Scholarly record
COMPARISON OF SURFACE PROPERTIES OF CUBIC AND OCTAGONAL LATTICE STRUCTURES FOR POTENTIAL CATALYTIC APPLICATIONS
Abstract
A pivotal role in pollution control and climate change mitigation within the transportation sector, particularly in internal combustion engine (ICE) vehicles, plays the catalytic converters. It functions by converting harmful emissions into less harmful substances before they are released into the atmosphere. This process reduces key pollutants that contribute to both air quality degradation and climate change. The catalytic converter thus serves as a critical technology in improving urban air quality and mitigating the broader environmental impact of vehicle emissions. For lasting climate solutions, catalytic converters must eventually be complemented by cleaner technologies such as electric vehicles and alternative fuels, or another solution is to use more efficient metamaterials based on nature inspired cellular structures with larger surfaces to absorb harmful gases. The article deals with the comparison of three types of lattice structures and their surfaces depending on the volume fraction as a very important property for successful catalytic reactions in cars.
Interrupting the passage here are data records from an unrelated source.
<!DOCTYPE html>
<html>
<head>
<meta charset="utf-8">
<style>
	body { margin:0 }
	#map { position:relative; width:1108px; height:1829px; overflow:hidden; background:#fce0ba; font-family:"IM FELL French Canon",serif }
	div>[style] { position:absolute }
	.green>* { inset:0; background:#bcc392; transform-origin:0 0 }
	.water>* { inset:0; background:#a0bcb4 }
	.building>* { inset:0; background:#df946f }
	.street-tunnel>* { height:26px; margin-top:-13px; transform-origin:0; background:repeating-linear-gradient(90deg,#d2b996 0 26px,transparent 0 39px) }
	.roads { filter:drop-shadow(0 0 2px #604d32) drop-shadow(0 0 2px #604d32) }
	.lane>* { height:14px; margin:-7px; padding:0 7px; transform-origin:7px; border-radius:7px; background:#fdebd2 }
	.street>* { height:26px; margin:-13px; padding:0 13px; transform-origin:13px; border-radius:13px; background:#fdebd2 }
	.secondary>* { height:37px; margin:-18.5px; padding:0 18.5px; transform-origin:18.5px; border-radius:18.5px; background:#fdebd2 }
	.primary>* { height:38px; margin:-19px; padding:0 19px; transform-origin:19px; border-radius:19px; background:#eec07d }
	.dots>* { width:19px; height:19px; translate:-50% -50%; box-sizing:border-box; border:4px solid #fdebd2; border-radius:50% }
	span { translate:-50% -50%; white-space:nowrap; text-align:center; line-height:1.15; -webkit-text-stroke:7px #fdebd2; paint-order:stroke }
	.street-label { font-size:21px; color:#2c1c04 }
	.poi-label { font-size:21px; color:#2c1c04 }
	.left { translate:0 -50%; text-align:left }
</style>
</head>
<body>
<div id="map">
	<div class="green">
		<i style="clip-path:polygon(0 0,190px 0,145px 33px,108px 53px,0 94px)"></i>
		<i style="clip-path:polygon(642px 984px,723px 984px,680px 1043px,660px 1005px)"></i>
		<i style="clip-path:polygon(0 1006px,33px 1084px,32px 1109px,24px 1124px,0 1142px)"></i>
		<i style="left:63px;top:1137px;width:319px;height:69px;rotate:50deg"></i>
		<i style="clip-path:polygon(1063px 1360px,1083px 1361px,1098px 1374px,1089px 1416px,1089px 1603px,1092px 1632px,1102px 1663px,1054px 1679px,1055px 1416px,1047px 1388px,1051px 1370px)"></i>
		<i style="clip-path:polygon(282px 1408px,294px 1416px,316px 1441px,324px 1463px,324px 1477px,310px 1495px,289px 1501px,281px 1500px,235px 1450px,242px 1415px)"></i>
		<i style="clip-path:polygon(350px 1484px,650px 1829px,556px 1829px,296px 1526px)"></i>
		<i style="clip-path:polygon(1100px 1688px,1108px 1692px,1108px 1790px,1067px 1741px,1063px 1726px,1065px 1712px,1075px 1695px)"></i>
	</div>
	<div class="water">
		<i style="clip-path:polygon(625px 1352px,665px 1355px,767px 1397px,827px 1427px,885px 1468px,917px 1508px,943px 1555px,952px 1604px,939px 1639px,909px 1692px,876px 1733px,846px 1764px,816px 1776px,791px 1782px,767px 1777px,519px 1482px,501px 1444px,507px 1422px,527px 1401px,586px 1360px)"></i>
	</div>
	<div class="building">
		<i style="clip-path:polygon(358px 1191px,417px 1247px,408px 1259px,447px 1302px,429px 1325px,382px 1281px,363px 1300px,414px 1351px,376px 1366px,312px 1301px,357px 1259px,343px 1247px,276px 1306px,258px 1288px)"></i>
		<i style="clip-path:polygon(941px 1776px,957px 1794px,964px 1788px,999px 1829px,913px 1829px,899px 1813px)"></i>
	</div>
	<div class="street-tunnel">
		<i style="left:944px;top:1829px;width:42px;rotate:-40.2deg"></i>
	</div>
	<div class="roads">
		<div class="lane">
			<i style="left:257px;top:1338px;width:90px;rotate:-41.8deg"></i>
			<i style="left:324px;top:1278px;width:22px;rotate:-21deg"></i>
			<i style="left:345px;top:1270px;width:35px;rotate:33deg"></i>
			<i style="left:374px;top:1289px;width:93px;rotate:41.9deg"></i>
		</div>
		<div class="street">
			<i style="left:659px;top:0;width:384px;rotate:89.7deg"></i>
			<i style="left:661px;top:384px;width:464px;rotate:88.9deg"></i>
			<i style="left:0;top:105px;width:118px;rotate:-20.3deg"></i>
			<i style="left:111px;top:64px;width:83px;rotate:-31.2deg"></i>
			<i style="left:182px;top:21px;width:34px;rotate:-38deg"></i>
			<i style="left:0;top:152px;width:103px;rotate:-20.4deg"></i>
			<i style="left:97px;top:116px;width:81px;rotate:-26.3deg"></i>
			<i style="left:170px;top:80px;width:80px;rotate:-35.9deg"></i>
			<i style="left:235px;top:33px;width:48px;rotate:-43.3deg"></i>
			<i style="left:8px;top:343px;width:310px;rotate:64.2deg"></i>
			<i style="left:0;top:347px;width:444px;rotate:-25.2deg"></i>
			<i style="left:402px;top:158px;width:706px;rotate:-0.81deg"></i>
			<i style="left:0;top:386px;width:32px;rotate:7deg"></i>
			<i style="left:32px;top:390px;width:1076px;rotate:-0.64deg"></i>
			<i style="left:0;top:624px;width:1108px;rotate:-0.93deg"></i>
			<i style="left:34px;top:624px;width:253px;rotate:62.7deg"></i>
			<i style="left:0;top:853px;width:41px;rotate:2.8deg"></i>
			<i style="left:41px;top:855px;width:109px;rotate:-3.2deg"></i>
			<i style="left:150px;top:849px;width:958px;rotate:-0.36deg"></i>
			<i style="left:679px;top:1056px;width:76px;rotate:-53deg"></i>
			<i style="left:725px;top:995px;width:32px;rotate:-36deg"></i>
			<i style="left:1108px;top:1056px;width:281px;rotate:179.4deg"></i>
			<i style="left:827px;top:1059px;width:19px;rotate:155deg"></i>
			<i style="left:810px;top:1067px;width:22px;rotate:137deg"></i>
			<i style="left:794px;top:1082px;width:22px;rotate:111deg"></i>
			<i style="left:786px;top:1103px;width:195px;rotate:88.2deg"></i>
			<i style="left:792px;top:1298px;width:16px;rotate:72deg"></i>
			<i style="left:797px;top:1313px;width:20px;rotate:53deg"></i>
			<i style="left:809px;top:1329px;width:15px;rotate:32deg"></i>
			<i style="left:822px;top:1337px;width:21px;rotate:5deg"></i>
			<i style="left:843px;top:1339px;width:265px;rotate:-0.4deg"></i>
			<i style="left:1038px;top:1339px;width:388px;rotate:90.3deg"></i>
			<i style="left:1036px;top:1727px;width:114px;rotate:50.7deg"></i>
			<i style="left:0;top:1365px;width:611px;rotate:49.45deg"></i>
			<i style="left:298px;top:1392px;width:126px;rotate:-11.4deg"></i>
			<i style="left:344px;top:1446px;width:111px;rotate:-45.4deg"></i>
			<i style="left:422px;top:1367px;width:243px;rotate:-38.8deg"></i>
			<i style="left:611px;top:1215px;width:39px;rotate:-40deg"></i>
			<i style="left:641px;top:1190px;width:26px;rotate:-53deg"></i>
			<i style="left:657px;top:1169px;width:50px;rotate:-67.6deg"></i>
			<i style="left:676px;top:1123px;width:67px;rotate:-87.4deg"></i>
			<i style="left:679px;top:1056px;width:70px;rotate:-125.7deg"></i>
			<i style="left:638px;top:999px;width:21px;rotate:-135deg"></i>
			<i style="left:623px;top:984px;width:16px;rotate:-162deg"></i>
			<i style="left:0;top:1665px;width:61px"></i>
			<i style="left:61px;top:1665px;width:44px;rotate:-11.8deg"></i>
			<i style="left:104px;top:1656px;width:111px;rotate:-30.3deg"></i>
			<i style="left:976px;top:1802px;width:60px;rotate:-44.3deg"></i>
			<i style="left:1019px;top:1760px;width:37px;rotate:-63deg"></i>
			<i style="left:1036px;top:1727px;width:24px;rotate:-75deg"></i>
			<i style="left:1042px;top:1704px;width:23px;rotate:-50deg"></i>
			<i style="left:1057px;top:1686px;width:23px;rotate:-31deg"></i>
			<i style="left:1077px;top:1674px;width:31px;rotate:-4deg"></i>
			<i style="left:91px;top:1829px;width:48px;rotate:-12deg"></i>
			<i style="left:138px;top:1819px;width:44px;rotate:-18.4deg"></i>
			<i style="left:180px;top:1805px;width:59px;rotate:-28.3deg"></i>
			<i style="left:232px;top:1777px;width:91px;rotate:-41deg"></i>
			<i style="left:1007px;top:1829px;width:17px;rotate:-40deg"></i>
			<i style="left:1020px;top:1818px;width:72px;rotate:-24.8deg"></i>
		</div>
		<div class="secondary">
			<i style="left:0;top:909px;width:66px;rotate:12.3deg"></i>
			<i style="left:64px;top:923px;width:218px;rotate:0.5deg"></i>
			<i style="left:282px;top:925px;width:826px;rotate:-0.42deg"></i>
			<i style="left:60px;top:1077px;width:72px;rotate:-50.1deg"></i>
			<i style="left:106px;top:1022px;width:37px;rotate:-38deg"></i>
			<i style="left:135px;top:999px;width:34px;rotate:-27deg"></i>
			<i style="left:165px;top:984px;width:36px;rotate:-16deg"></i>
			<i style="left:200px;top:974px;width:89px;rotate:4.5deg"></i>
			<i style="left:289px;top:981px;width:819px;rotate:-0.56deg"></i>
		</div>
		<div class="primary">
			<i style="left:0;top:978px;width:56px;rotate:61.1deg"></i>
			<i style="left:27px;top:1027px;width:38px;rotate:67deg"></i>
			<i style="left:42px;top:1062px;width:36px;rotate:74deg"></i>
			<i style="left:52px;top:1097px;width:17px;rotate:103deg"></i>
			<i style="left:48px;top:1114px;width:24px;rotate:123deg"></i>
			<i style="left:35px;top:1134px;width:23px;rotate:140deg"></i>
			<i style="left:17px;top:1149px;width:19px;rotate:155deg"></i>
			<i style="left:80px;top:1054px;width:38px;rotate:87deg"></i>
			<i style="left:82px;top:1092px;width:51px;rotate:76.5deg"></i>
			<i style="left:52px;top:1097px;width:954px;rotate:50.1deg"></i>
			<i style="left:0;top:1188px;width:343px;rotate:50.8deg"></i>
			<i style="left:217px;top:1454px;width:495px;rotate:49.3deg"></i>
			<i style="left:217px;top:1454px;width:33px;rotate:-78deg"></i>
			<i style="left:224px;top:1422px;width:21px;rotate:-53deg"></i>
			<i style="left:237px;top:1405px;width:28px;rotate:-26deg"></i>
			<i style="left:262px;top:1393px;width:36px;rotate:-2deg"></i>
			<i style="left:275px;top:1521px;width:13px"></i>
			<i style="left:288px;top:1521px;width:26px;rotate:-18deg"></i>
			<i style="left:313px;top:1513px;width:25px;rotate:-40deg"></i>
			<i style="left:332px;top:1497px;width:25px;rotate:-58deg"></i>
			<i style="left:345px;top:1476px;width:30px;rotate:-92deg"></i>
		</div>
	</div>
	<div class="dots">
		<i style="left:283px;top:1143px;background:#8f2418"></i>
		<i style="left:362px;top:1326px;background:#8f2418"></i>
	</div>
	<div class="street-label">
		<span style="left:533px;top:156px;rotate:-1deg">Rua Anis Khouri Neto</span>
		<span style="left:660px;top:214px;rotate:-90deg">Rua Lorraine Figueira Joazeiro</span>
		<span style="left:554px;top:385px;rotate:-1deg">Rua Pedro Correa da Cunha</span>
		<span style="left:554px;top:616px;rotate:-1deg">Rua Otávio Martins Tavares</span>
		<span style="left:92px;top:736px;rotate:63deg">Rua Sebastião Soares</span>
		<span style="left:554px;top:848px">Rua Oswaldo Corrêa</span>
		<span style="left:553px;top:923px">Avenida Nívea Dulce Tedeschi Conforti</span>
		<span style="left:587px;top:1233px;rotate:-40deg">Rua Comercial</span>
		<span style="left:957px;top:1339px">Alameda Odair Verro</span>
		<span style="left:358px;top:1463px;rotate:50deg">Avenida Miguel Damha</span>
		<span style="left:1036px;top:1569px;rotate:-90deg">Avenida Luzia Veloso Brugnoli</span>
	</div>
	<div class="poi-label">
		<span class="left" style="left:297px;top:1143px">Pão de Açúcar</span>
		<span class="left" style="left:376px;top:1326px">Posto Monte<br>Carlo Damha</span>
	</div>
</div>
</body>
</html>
In the research three types of lattice structures (Cubic, Octagon and Cubic Subtraction) were investigated and their properties compared. A constant cell size of 10 mm was chosen, while the surface area was evaluated for a sample with 2x2 cells to take into account the connection of the cells. The volume fraction of the structure (as an additional porosity factor) was controlled by the strut diameter, and with this in mind, the dependence of the volume fraction of the structure on the strut diameter was also analyzed. Finding the dependencies and their mathematical formulation, and subsequent comparison of functional dependencies, showed that among the selected structures, the Cubic structure is the most suitable structure for catalytic applications.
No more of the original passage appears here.